§ Description of the task
When counting, include every line of the data that holds "Kita", then state the total alone.

Excerpts from a dataset:
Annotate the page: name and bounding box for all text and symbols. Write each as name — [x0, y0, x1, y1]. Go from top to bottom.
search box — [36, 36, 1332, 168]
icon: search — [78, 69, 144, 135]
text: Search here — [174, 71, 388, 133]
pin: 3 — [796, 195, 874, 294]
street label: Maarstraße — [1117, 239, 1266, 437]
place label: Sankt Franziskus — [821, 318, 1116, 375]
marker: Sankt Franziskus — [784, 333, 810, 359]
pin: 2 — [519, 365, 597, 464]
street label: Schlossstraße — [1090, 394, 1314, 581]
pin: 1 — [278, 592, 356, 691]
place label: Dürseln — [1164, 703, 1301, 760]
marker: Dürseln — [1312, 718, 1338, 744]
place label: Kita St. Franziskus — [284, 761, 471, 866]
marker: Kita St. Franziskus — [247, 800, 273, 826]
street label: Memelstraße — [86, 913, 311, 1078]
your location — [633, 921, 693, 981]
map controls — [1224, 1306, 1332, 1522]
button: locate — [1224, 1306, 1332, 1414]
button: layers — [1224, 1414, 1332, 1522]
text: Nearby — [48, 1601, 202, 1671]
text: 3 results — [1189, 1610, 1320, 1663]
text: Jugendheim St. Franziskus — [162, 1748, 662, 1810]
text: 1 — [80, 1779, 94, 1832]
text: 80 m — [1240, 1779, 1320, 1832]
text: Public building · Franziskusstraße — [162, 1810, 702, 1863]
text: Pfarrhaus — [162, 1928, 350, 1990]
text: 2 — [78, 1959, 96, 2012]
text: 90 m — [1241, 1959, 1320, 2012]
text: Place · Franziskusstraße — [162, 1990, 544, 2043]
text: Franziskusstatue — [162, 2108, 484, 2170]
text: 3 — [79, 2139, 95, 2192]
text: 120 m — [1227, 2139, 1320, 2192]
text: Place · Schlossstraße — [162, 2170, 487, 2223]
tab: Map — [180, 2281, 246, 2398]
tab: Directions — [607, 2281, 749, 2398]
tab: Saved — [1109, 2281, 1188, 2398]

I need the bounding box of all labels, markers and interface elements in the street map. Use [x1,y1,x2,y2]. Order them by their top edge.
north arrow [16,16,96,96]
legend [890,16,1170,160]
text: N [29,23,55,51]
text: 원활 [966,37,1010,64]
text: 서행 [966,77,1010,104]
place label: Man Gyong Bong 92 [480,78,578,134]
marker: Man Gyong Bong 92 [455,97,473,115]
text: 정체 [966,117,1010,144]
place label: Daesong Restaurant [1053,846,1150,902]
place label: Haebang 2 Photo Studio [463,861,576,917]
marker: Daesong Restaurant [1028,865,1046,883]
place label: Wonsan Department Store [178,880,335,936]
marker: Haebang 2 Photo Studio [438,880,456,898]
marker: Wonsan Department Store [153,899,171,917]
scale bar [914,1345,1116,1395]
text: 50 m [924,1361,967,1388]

§ Your solution
2